I’ve got the same problem, I tried to look in the demo makefile or in the source code, but I didn’t found anything special. So I’m also interested by the answer. And by the way, is there another way to profile OpenCL code ?


(I’m running under lunix ferdora 10, geForce 8600 GTS)

Struggled with the same problem. Thought I beat it, I get profiler output on a non-SDK project.
Project is a visual c++ routine loading a program with two kernels and executing them on, I hardly dare say, on a not supercool Geforce 8500 GT.
When I then use the same VC++ program to load another, but rather similar openCL program, it refuses to do the job, claiming error in reading profiler output, empty .csv’s as noticed by others as well.
There is no difference whether I read the .cl files or the .ptx files which I generated from the .cl files. In both cases one program works, the other does not. The output in the output window of the profiler is the same as when the program runs alone, i.e. it runs without errors of any kind. Further, the execution in the profiler takes about 10 seconds (both programs), much less than the 30 second exec time limit.
To make matters more interesting, the opencl program that profiles correctly is mine, or at least a very much reworked version of; the one that won’t profile is a slightly simplified but virtually original oclNbodyKernel. There’s only one commandqueue used, and only one program is loaded at a time.
I have no inkling where to look futrher >.< . I assume no profiling info is generated, so I am interested to know what factors, in addition to setting CL_QUEUE_PROFILING_ENABLE in the commandqueue, determine this, or any suggestions you guys might make.

AMD athlon 64 X2 4200+, win7 64 build 7201, driver version 191.07, VS2008, visual profiler 1.02. The VC++ program does not use oclutil etc.

So - can you post both “working” and “non-working” versions of your code, or at least the diff, so that maybe someone could try on different hardware and/or try to get some further clue on this issue?


Thanks for the interest.

Try an svn from

Is VC++ including projectfile and oclpj file.

Hope you 're not allergic to MS…


PS I owe you guys some explanation:

top line of the common.h file defines RUNRINGTEST. That will load and profiling should be ok.

Comment this line out and will be loaded instead, and profiling - at least in my case/setup - fails.

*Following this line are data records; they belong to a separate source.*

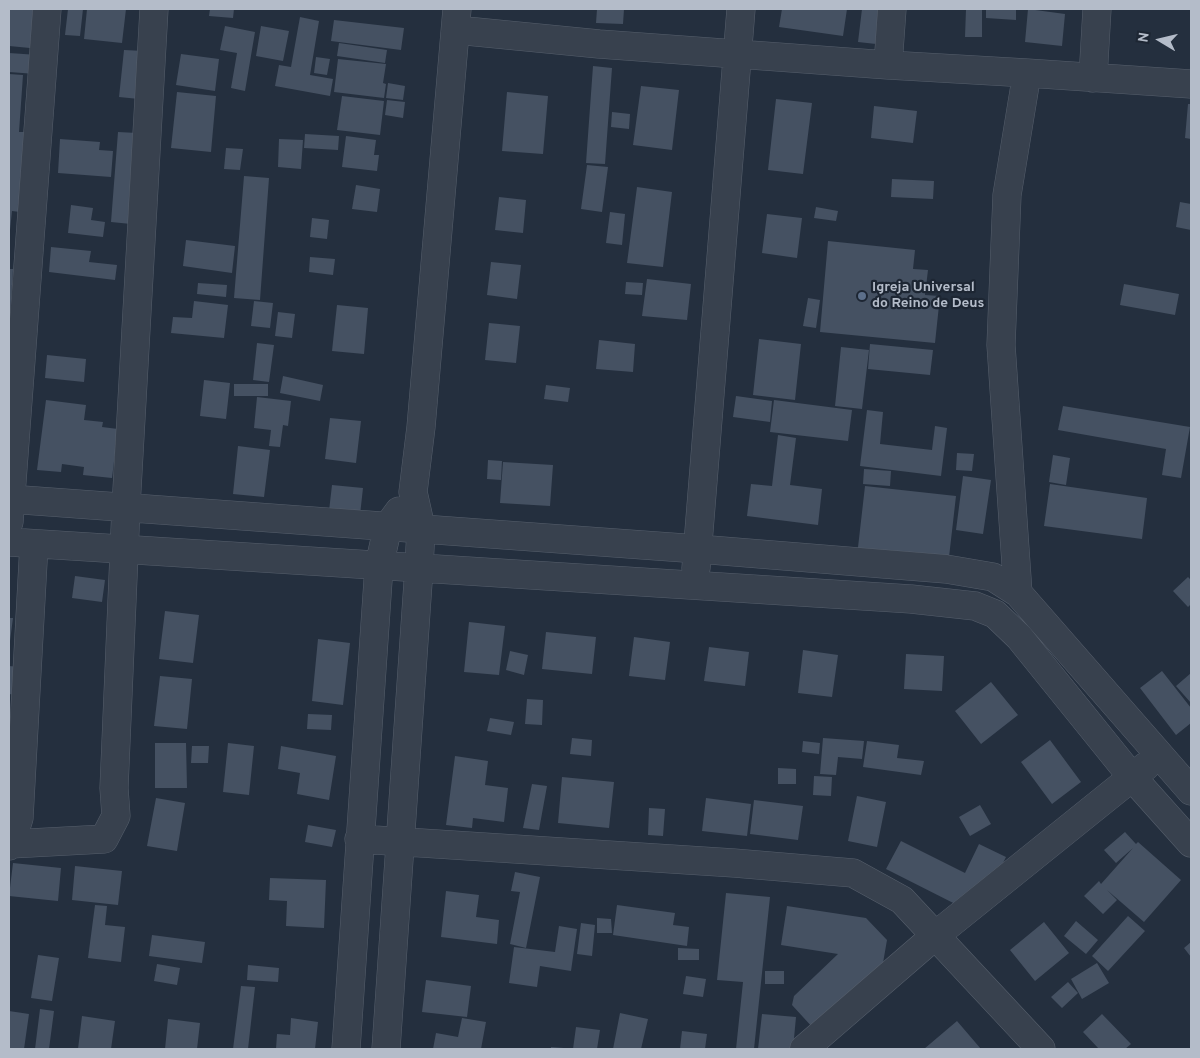 <!DOCTYPE html>
<html>
<head>
<meta charset="utf-8">
<style>
	body { margin:0 }
	#map { position:relative; width:1200px; height:1058px; overflow:hidden; background:#242f3e; font-family:Overpass,sans-serif }
	canvas { display:block }
	.frame { position:absolute; inset:0; border:10px solid #b4bcc9; pointer-events:none }
	.north { position:absolute; left:1135px; top:15px; width:50px; height:50px; -webkit-text-stroke:4px #1d2633; paint-order:stroke; rotate:279deg; font-size:14px; font-weight:700; line-height:20px; text-align:center; color:#b4bcc9 }
	.north::after { content:''; display:block; margin:auto; width:18px; height:22px; background:#b4bcc9; clip-path:polygon(50% 0,100% 100%,50% 72%,0 100%) }
</style>
</head>
<body>
<div id="map">
<canvas width="1200" height="1058"></canvas>
<div class="frame"></div>
<div class="north">N</div>
</div>
<script>
const context = document.querySelector('canvas').getContext('2d');
context.lineJoin = 'round';
function fillPath(path, color) {
  context.fillStyle = color;
  context.fill(path, 'evenodd');
}
function poly(rows) {
  const path = new Path2D();
  for (const r of rows) {
    path.moveTo(r[0], r[1]);
    for (let i = 2; i < r.length; i += 2) path.lineTo(r[i], r[i + 1]);
  }
  return path;
}
function trace(path, color, width, dash) {
  context.strokeStyle = color;
  context.lineWidth = width;
  context.lineCap = dash ? 'butt' : 'round';
  context.setLineDash(dash || []);
  context.stroke(path);
}
function drawText(font, color, halo, rows, align = 'center') {
  context.font = font + ' Overpass,sans-serif';
  context.lineWidth = 4.5;
  context.setLineDash([]);
  context.textBaseline = 'middle';
  context.strokeStyle = halo;
  context.fillStyle = color;
  for (const [text, x, y, turn = 0] of rows) {
    context.save();
    context.translate(x, y);
    context.rotate((+turn || 0) * Math.PI / 180);
    context.textAlign = isNaN(turn) ? turn : align;
    if (halo) context.strokeText(text, 0, 0);
    context.fillText(text, 0, 0);
    context.restore();
  }
}
const building = poly([
	[9,9,35,9,30,48,9,46],
	[68,9,83,9,80,36,65,35],
	[87,9,126,9,122,43,84,39],
	[210,9,234,9,233,18,209,16],
	[597,9,624,9,623,24,596,23],
	[782,9,847,9,843,36,779,27],
	[862,9,880,9,876,44,858,42],
	[966,9,982,9,982,37,965,37],
	[986,9,1016,9,1016,20,986,18],
	[1028,9,1065,14,1062,46,1025,42],
	[300,17,319,21,310,75,333,79,330,96,275,86,279,65,291,67],
	[334,20,404,28,401,50,331,41],
	[225,26,255,32,245,91,231,88,237,53,220,50],
	[261,26,289,31,283,61,256,56],
	[339,43,387,50,385,63,337,56],
	[124,50,144,51,139,99,119,97],
	[9,53,38,55,36,74,9,72],
	[181,54,219,59,215,91,176,85],
	[316,57,330,59,327,75,314,73],
	[338,59,386,64,383,83,386,84,384,98,334,92],
	[593,66,612,68,605,164,586,163],
	[9,74,23,75,19,132,26,132,20,212,12,211,10,230,9,230],
	[388,83,405,86,403,100,386,98],
	[641,86,679,90,672,150,633,145],
	[177,92,216,96,211,152,171,148],
	[507,92,548,96,543,154,502,151],
	[342,96,384,101,380,135,337,130],
	[776,99,812,103,803,174,768,170],
	[387,100,405,102,403,118,385,115],
	[1188,104,1191,104,1191,139,1185,138],
	[874,106,917,111,913,143,871,138],
	[612,112,630,114,629,129,611,127],
	[118,132,137,133,131,224,111,222],
	[305,134,339,136,338,150,304,148],
	[346,136,376,140,374,155,379,155,377,171,342,167],
	[60,139,100,142,99,150,113,151,111,177,58,173],
	[279,139,303,140,301,169,278,167],
	[226,148,243,149,240,170,224,169],
	[587,165,608,167,602,212,581,209],
	[244,176,269,178,260,300,234,298],
	[892,179,934,181,933,199,891,197],
	[356,185,380,189,377,212,352,209],
	[637,187,672,192,663,267,627,263],
	[499,197,526,200,523,233,495,230],
	[1180,202,1191,204,1191,230,1176,227],
	[71,205,93,208,91,220,105,222,103,237,68,233],
	[816,207,838,211,836,221,814,218],
	[610,212,625,214,622,245,606,243],
	[767,214,802,218,797,258,762,253],
	[312,218,329,220,327,239,310,237],
	[186,240,235,246,232,273,183,266],
	[828,241,915,250,913,269,928,270,925,295,940,296,935,343,820,332],
	[51,247,91,251,89,262,117,265,115,280,49,272],
	[310,257,335,259,333,275,309,272],
	[491,262,521,265,517,299,487,295],
	[9,269,13,269,10,315,9,315],
	[647,279,691,284,687,320,642,316],
	[626,282,643,283,642,295,625,294],
	[198,283,227,285,226,297,197,294],
	[1124,284,1179,294,1175,315,1120,305],
	[808,298,820,300,816,328,803,326],
	[194,301,228,305,224,338,171,333,173,317,192,318],
	[254,301,273,303,270,328,251,326],
	[337,305,368,308,364,354,332,351],
	[278,312,295,314,292,338,275,336],
	[489,323,520,326,516,363,485,360],
	[759,339,801,344,795,400,753,395],
	[599,340,635,344,633,372,596,369],
	[257,343,274,345,269,382,253,380],
	[870,344,933,350,930,375,868,369],
	[841,347,869,350,862,409,835,406],
	[47,355,86,359,84,382,45,378],
	[283,376,323,385,320,401,280,393],
	[204,380,230,383,226,419,200,416],
	[234,384,268,384,268,396,234,396],
	[546,385,570,388,568,402,544,399],
	[736,396,772,401,770,422,733,417],
	[257,397,291,401,288,426,283,425,280,447,269,446,271,430,254,428],
	[46,400,86,405,84,420,103,422,102,427,118,429,112,478,83,475,84,467,62,464,61,472,37,470],
	[774,400,852,410,848,441,770,432],
	[1063,406,1190,427,1181,478,1162,475,1166,449,1058,430],
	[867,410,883,412,880,444,932,450,935,426,947,428,941,476,860,466],
	[330,418,361,421,356,463,325,459],
	[778,435,796,438,790,485,822,489,818,525,747,516,751,484,772,486],
	[238,446,270,450,264,497,233,494],
	[957,453,974,454,972,471,956,470],
	[1053,455,1070,458,1066,485,1049,482],
	[488,460,502,461,501,480,487,479],
	[503,462,553,465,550,506,500,503],
	[864,469,891,471,890,486,863,484],
	[963,476,991,480,983,534,956,530],
	[1050,484,1147,498,1142,539,1044,526],
	[332,485,363,488,360,515,329,511],
	[865,486,956,496,948,566,857,556],
	[75,576,105,580,102,602,72,598],
	[1188,577,1191,580,1191,604,1188,607,1173,591],
	[165,611,199,615,193,663,159,659],
	[9,618,13,618,10,641,9,640],
	[469,622,505,626,499,675,464,672],
	[546,632,596,637,592,674,542,669],
	[634,637,670,642,665,680,629,676],
	[318,639,350,643,343,705,312,701],
	[709,647,749,652,745,686,704,681],
	[803,650,838,655,832,697,798,693],
	[510,651,528,655,524,675,506,670],
	[906,654,944,656,942,691,904,689],
	[9,666,20,667,17,695,9,694],
	[1162,671,1191,708,1191,723,1176,735,1140,688],
	[1191,673,1191,703,1176,686],
	[160,676,192,679,187,729,154,726],
	[991,682,1018,715,981,744,955,711],
	[527,699,543,700,542,725,525,724],
	[308,714,332,715,331,730,307,729],
	[490,718,514,722,511,735,487,731],
	[572,738,592,740,591,756,570,754],
	[823,738,864,741,862,759,838,757,836,775,820,774],
	[1050,740,1081,782,1052,804,1021,762],
	[803,741,820,743,819,754,802,752],
	[867,741,899,745,897,758,924,761,921,775,863,767],
	[155,743,186,743,187,788,155,788],
	[228,743,254,746,249,795,223,792],
	[192,746,209,746,208,763,191,763],
	[281,746,336,756,329,800,297,794,300,773,278,769],
	[455,756,488,761,485,785,508,788,504,822,473,818,472,828,446,825],
	[778,768,796,769,796,784,778,784],
	[814,776,832,777,831,796,813,795],
	[562,777,614,782,609,828,558,823],
	[532,784,547,786,539,830,523,828],
	[857,796,886,802,877,847,848,841],
	[156,798,185,803,177,851,147,846],
	[706,798,751,804,747,836,702,831],
	[754,800,803,806,798,840,750,834],
	[980,805,991,824,970,836,959,817],
	[649,808,665,809,663,836,648,835],
	[308,825,336,830,332,847,305,842],
	[1125,832,1136,844,1138,842,1181,880,1144,922,1107,890,1117,900,1103,914,1084,896,1099,881,1101,884,1133,848,1116,863,1104,850],
	[901,841,965,873,979,844,1006,857,977,915,886,869],
	[13,863,61,868,58,901,9,896],
	[75,866,122,871,118,905,72,900],
	[515,872,540,877,526,948,510,944,520,892,511,891],
	[270,878,326,880,324,928,286,926,287,901,269,900],
	[446,891,479,895,476,917,499,920,497,944,441,937],
	[726,893,770,897,754,1049,736,1049,743,982,717,980],
	[95,905,107,906,105,925,125,927,121,962,88,958],
	[617,905,675,913,673,925,689,927,687,946,613,935],
	[787,906,866,918,887,940,883,963,814,1029,792,1005,794,996,838,954,781,945],
	[1128,916,1145,931,1108,971,1092,956],
	[597,918,611,919,612,933,597,933],
	[1076,921,1098,940,1086,954,1064,936],
	[1044,922,1069,953,1035,981,1010,950],
	[581,923,595,925,592,956,577,954],
	[559,926,577,929,571,971,540,966,537,987,509,983,514,947,555,952],
	[152,935,205,942,202,963,149,956],
	[1191,942,1191,957,1184,948],
	[678,948,699,949,699,960,678,960],
	[38,955,59,958,52,1001,31,998],
	[1097,963,1109,983,1082,999,1071,979],
	[157,964,180,968,177,985,154,981],
	[248,965,279,968,278,982,247,980],
	[765,971,784,971,784,984,765,984],
	[686,976,706,979,703,997,683,994],
	[426,980,471,986,467,1017,422,1012],
	[1068,982,1078,993,1062,1008,1051,997],
	[241,986,255,987,248,1049,233,1049],
	[40,1009,54,1011,49,1049,35,1049],
	[9,1011,29,1014,24,1049,9,1049],
	[620,1013,648,1019,641,1049,613,1049],
	[762,1014,796,1017,793,1049,758,1049],
	[1102,1014,1131,1044,1125,1049,1099,1049,1083,1032],
	[82,1016,115,1021,111,1049,78,1049],
	[291,1018,318,1022,315,1049,276,1049,277,1034,290,1035],
	[462,1018,486,1022,481,1049,433,1049,436,1033,458,1037],
	[168,1019,200,1023,197,1049,165,1049],
	[957,1021,981,1049,924,1049],
	[576,1027,600,1030,597,1049,573,1049],
	[682,1031,707,1034,705,1049,680,1049],
	[551,1047,564,1048,564,1049,551,1049]
]);
const minor = poly([
	[456,30,599,44,888,65,1027,73,1191,84],
	[888,65,892,9],
	[1093,78,1097,9],
	[9,499,698,549,946,569,993,577,1018,593,1191,791],
	[9,522,47,9],
	[9,542,911,599,975,606,995,614,1019,637,1132,777,1191,843],
	[696,568,741,9],
	[1018,593,1001,345,1007,195,1027,73],
	[359,839,734,863,853,873,902,900,1041,1049],
	[11,844,104,839,116,816,114,788,126,507,154,9],
	[9,846,11,844,19,818,34,544],
	[346,1049,379,566,388,526,399,511],
	[386,1049,419,568,421,528,413,492,421,427,457,9],
	[804,1049,936,935,1146,766]
]);
const markers = [
	[862,296,5,"#5c6f8a"]
];
const poiNames = [
	["Igreja Universal",872,288],
	["do Reino de Deus",872,304]
];
fillPath(building, '#455162');
trace(minor, '#565f6c', 29);
trace(minor, '#38414e', 28);
for (const [x, y, r, color] of markers) {
  const dot = new Path2D();
  dot.arc(x, y, r, 0, 2 * Math.PI);
  context.fillStyle = color;
  context.fill(dot);
  trace(dot, '#1d2633', 2);
}
drawText('bold 14px', '#b4bcc9', '#1d2633', poiNames, 'left');
</script>
</body>
</html>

Question is of course, why?

Difference between the two programs is that they are called by different, but very similar functions in host-program.cpp (top of the file), ringtest has two kernels rather than 1.

In this setup the profiler-action is the same in both cases, just add a session with the recompiled executable.

The projectfile uses an environment variable OPENCL pointing at the common directory, e.g.

OPENCL=C:\Users\Jan\AppData\Local\NVIDIA Corporation\NVIDIA GPU Computing SDK\OpenCL\common

Hope this will allow you to recreate my problem.

Have added a little extra, i.e. measuring GPU time through clGetEventProfilingInfo(). This shows that profiling is available.

Also, I noticed that specifying an event in the command to be profiled (such as clEnqueueNDRangeKernel(), last param <> NULL) will cause the profiler to fail. See code, use GET_GPU_TIME in common.h. To get any result from the profiler, comment this line out.


Thanks for posting link to your code (and sorry for not replying before, but that was because the forum was down). I’m not allergic to MS, but unfortunately I do not have a Windows installation available. So I tried to make changes in your code to have it build under Linux, but it is just too much of the work… I’ve installed today the 3.0 SDK beta, in the hope that this issue with the profiler may be fixed, but unfortunately it is still there - the profiler is handling all of SDK samples I tried without any problem, but it keeps reporting “Error in reading profiler output” on my code. I tried to check what’s going on with strace, but early on the first run of any kind of program (my program, or any of SDK samples I tried), strace is segfaulting. I tried with number of changes in my code, including removing setting event parameters to clEnqueueNDRangeKernel(), but again to no avail. So - anyone (especially NVIDIA guys): is there any kind of suggestion on how to further debug why it may happen that OpenCL profiler is not writing anything to corresponding CSV files during the profiled program execution?

I have a similar problem. The latest Visual Profiler running on 32-bit Vista executes the program and displays “Error in reading profiler output”. If i select all settings it generates four CSV files in the working directory similar to this:




TIMESTAMPFACTOR 1179739c72b57725


The profiled application is running successfully to completion.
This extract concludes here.